REQUIREMENT =
Write out each line from the data below that includes the word "JSON".

DATA EXTRACTS =
*** Begin section ***
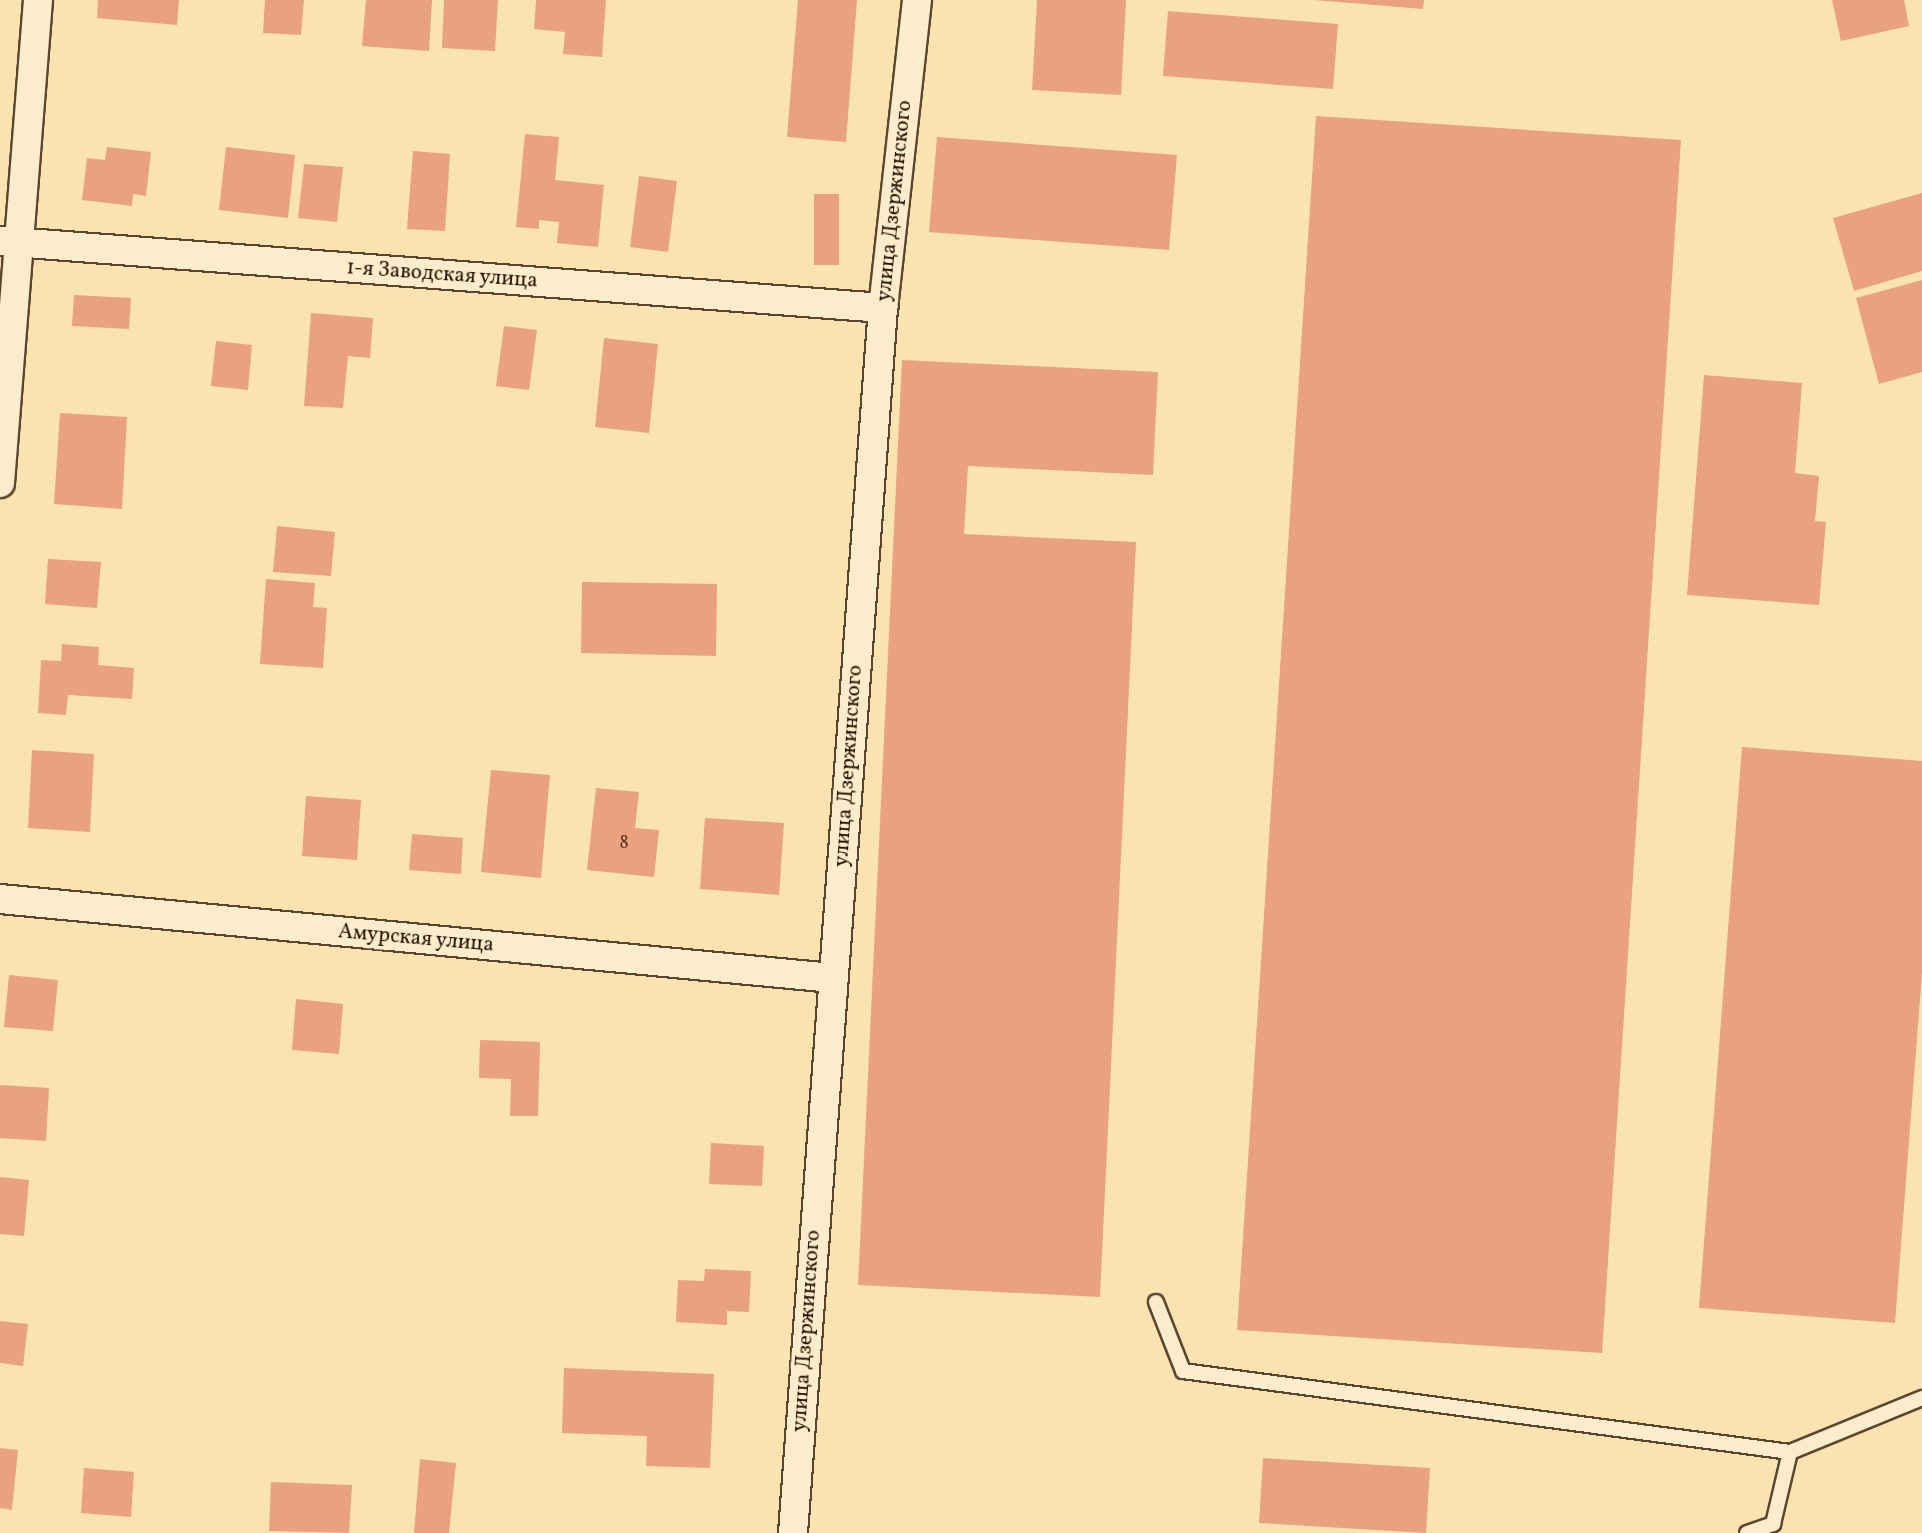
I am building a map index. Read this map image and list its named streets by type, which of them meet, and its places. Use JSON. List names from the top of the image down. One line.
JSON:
*** End section ***
*** Begin section ***
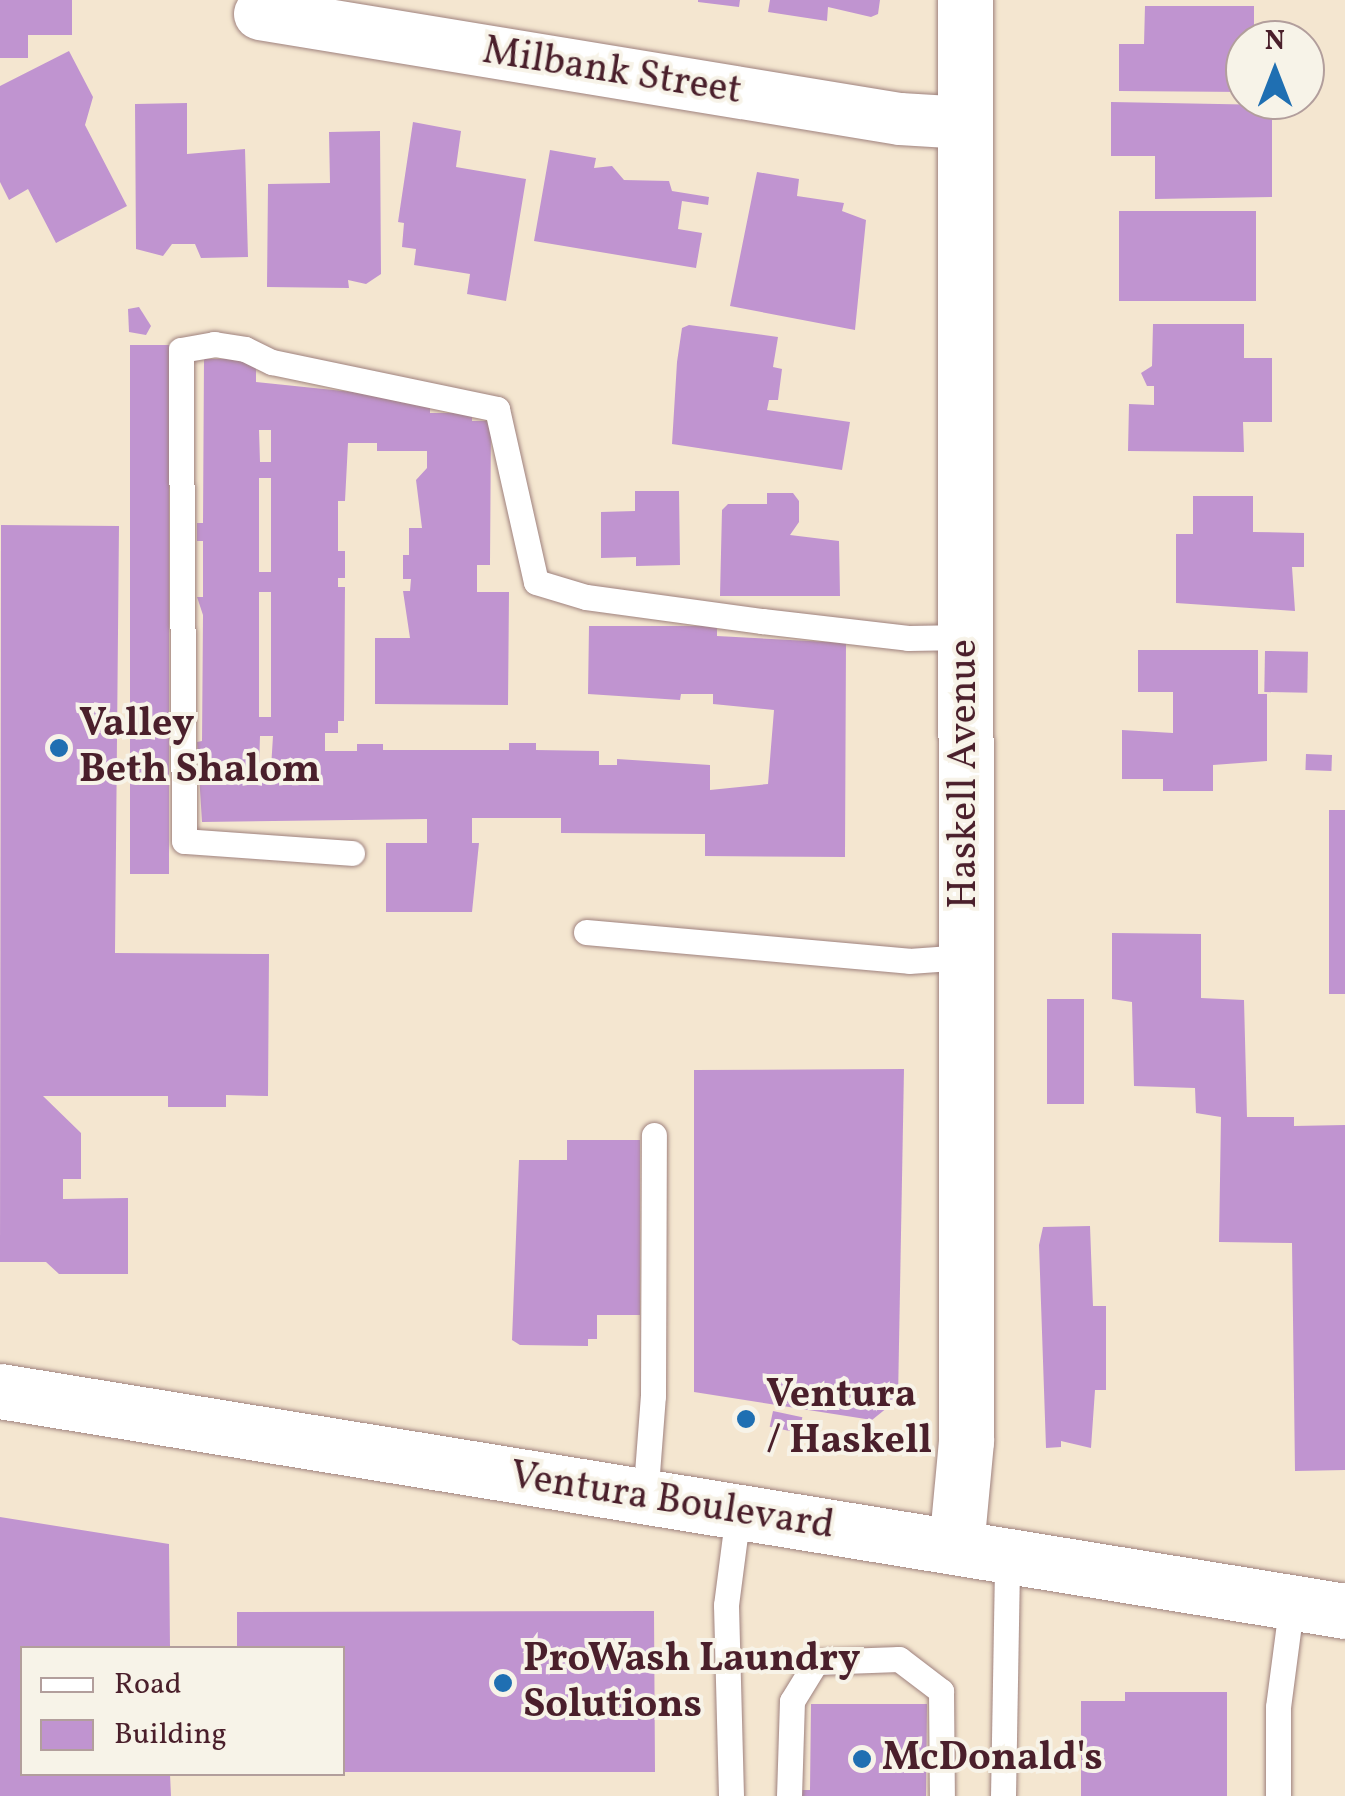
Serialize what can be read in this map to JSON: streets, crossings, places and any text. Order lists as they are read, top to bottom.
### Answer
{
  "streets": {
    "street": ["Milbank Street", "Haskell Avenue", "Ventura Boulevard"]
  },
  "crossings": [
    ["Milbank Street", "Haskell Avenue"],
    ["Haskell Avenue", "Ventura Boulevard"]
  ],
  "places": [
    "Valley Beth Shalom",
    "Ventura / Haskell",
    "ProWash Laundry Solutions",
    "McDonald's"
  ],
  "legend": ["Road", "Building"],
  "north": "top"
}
*** End section ***
TASK SOLUTION =
I am building a map index. Read this map image and list its named streets by type, which of them meet, and its places. Use JSON. List names from the top of the image down. One line.
JSON:
Serialize what can be read in this map to JSON: streets, crossings, places and any text. Order lists as they are read, top to bottom.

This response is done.